THE STATE OF TEXAS, Appellee
On Appeal from the 282nd Judicial District Court
Dallas County, Texas
Trial Court Cause No. F13-00363-S
MEMORANDUM OPINION
Before Justices Francis, Lang-Miers, and Whitehill
Opinion by Justice Francis
Following a bench trial, Tashima Nicole Everhart was convicted of fraudulent use or
possession of fifty or more items of identifying information, and the trial court sentenced her to
twenty-five years in prison. In one issue, appellant contends the evidence is insufficient to
establish the offense is a first-degree felony. We affirm.
Bank of America received a tip on its ethics hotline that one of its employees, Erica
Tiller, was stealing routing, account, and check numbers and selling them to people to use for
fraudulent purposes. As proof, the caller faxed lists of the account and routing numbers. The
bank traced the caller’s phone number to appellant. In the meantime, Detective William Hutson
of the Cedar Hill Police Department was investigating a case in which several counterfeit checks
were confiscated from a suspect. During his investigation, he began contacting the banks to see
if any of the checks had been used fraudulently and met with Bank of America’s fraud
investigator. As a result of that meeting, Hutson began an investigation into appellant and
learned she was on probation and also had outstanding traffic warrants. He contacted appellant’s
probation officer and learned the date of appellant’s next scheduled meeting. Hutson arrived at
the meeting, told appellant why he was there, and asked for identification. Appellant gave him a
driver’s license with her name, picture, and date of birth, but the driver’s license number
belonged to someone else. After confirming the outstanding warrants, Hutson arrested appellant.
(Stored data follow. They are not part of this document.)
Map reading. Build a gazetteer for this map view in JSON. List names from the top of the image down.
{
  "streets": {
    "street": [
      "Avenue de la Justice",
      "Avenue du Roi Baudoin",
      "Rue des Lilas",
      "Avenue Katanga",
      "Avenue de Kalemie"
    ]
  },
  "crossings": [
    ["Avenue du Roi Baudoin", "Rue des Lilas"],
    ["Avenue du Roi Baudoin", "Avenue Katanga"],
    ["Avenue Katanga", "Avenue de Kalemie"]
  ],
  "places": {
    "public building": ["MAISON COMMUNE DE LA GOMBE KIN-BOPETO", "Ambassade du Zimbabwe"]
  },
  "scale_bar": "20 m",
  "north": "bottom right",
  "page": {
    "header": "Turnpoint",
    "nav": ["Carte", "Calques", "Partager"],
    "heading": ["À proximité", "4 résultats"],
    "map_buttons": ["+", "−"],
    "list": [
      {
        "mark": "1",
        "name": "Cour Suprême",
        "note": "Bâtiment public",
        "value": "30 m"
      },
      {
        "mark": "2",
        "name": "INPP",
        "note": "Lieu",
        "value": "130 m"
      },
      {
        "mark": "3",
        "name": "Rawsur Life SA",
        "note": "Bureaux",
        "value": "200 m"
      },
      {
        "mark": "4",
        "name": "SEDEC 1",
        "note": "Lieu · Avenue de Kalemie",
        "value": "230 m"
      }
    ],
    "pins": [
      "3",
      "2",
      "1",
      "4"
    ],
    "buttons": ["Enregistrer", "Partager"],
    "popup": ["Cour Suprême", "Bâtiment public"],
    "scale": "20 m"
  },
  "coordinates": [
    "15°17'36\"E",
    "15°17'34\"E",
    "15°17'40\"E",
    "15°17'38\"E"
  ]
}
During a search of her purse, he found a sheet of paper containing a handwritten list of more than
fifty Texas driver’s license numbers.
Hutson ran the numbers through the Texas Department of Public Safety database and
printed a list of the names associated with each number. He noticed that in many instances, the
numbers belonged to different individuals with similar or identical first and last names. For
example, there were twelve individuals named “Mary Whitehead,” eight named “Mary
McCormick,” and eight named “Linda Sims.” Hutson also found receipts for purchases made by
checks, some showing “Check Declined” and others that Hutson later determined involved
fraudulent activity. He also found checks in the name of Linda Sims with different routing and
account numbers and a checkbook in appellant’s name that had handwritten routing and account
numbers. Hutson obtained warrants to search Hutson’s vehicle and phone. A search of Hutson’s
vehicle uncovered mail belonging to other individuals, a driver’s license in the name of Linda
Sims with appellant’s picture, various receipts, and some checks. A search of her phone revealed
text messages between her and Tiller, including one with account and routing numbers.
Four witnesses, whose driver’s license numbers were found in appellant’s possession,
testified appellant did not have their permission to have their numbers.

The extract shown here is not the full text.